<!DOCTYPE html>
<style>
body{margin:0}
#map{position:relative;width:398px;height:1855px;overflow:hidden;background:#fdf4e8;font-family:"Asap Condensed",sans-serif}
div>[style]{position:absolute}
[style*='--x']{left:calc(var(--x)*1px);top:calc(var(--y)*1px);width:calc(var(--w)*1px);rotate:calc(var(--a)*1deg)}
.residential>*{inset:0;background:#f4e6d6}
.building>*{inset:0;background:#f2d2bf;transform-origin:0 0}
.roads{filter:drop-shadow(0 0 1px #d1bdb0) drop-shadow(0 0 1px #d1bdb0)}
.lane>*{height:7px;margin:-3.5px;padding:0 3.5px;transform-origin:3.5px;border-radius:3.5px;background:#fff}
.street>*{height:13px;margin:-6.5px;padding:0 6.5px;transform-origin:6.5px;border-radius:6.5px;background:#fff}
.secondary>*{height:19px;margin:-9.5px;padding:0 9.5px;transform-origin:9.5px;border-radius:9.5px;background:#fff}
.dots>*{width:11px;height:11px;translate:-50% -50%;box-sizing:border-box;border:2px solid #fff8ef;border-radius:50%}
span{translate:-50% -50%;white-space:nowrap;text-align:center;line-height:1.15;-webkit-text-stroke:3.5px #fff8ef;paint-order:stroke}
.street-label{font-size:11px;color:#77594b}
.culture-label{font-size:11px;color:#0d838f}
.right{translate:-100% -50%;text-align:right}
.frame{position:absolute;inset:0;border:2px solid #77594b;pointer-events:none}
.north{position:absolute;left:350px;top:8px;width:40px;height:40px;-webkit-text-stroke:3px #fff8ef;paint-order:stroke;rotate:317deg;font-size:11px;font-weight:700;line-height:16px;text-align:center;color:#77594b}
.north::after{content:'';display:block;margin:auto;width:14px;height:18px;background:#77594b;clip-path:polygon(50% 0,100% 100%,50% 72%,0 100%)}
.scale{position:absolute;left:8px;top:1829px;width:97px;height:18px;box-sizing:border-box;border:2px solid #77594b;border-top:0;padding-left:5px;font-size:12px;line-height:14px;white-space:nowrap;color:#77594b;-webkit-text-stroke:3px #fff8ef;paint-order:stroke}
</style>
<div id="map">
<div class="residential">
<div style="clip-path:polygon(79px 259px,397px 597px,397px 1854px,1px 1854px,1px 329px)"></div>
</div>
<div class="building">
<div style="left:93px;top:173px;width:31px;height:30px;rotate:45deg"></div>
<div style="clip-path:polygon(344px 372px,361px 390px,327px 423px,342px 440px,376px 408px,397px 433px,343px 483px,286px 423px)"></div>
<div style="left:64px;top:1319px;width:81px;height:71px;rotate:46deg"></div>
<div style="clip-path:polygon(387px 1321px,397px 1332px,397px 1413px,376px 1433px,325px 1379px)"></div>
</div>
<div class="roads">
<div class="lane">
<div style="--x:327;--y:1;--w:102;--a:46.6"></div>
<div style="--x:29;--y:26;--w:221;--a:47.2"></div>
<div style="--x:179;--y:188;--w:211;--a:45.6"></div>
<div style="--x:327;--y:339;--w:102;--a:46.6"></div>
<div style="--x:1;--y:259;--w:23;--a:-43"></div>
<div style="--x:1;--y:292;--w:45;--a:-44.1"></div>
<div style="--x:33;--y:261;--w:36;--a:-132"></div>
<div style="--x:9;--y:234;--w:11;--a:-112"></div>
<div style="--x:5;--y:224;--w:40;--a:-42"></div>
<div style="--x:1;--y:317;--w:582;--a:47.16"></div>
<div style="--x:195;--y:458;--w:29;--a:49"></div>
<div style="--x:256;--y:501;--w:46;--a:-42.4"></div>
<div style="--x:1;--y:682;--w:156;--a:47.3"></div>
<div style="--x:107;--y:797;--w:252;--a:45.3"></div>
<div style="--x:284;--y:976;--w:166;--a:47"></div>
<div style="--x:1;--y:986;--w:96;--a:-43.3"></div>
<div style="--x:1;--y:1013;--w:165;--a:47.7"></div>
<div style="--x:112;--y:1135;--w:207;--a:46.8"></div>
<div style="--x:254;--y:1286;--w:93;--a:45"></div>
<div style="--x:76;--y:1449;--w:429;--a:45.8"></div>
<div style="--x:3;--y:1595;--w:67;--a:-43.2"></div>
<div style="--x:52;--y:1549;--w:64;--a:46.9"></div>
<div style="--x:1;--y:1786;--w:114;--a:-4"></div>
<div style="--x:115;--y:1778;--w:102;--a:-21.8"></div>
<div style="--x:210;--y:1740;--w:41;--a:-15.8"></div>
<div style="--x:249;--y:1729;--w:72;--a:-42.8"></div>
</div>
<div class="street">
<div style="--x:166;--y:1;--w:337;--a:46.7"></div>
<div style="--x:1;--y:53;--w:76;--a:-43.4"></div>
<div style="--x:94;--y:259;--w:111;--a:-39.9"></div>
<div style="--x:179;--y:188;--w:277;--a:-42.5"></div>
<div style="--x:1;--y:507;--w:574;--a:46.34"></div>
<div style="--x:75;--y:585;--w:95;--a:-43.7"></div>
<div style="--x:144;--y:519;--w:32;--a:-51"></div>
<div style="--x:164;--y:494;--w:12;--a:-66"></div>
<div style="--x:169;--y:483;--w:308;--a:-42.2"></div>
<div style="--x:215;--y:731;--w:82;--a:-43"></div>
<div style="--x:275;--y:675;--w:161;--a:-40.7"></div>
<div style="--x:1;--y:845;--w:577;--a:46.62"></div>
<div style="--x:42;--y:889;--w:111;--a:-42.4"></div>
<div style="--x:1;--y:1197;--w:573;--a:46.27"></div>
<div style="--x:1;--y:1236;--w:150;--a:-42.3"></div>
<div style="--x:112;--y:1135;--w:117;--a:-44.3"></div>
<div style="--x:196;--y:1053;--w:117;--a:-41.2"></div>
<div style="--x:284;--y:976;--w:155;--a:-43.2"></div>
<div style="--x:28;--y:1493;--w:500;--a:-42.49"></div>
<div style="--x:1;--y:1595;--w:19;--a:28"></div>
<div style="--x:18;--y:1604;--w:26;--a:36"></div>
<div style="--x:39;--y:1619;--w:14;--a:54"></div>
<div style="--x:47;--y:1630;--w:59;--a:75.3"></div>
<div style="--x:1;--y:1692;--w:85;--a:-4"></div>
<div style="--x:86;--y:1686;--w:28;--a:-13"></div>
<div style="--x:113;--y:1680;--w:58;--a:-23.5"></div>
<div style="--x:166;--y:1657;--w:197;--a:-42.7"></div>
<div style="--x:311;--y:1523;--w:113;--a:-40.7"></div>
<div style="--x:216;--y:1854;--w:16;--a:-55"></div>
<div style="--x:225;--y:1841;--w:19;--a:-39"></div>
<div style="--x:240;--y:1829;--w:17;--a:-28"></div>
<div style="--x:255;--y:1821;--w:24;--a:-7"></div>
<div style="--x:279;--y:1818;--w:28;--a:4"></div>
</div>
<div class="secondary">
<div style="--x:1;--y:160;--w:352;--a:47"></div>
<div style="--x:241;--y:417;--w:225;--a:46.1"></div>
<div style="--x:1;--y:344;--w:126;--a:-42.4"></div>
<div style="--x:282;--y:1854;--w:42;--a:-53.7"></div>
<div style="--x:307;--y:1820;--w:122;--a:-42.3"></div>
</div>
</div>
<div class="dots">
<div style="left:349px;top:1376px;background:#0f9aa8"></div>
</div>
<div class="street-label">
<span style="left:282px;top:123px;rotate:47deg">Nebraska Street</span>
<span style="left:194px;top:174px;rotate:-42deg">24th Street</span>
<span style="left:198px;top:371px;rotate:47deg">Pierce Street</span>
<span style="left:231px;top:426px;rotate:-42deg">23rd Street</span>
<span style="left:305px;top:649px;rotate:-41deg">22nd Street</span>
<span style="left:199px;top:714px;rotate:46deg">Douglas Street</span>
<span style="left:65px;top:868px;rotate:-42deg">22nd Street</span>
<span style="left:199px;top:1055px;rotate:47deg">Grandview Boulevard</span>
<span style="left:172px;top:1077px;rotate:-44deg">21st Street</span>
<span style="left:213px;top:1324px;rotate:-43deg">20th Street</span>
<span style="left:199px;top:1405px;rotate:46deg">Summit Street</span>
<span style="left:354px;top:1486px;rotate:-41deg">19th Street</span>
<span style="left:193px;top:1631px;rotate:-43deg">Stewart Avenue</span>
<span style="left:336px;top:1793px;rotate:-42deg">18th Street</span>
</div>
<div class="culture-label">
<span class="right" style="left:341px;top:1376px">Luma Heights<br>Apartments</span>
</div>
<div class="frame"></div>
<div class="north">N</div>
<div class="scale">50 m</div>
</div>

== EXERCISE DETAILS ==
Read the data above and pull out each line that holds the string "lane".

== RESULT OF THE TASK ==
.lane>*{height:7px;margin:-3.5px;padding:0 3.5px;transform-origin:3.5px;border-radius:3.5px;background:#fff}
<div class="lane">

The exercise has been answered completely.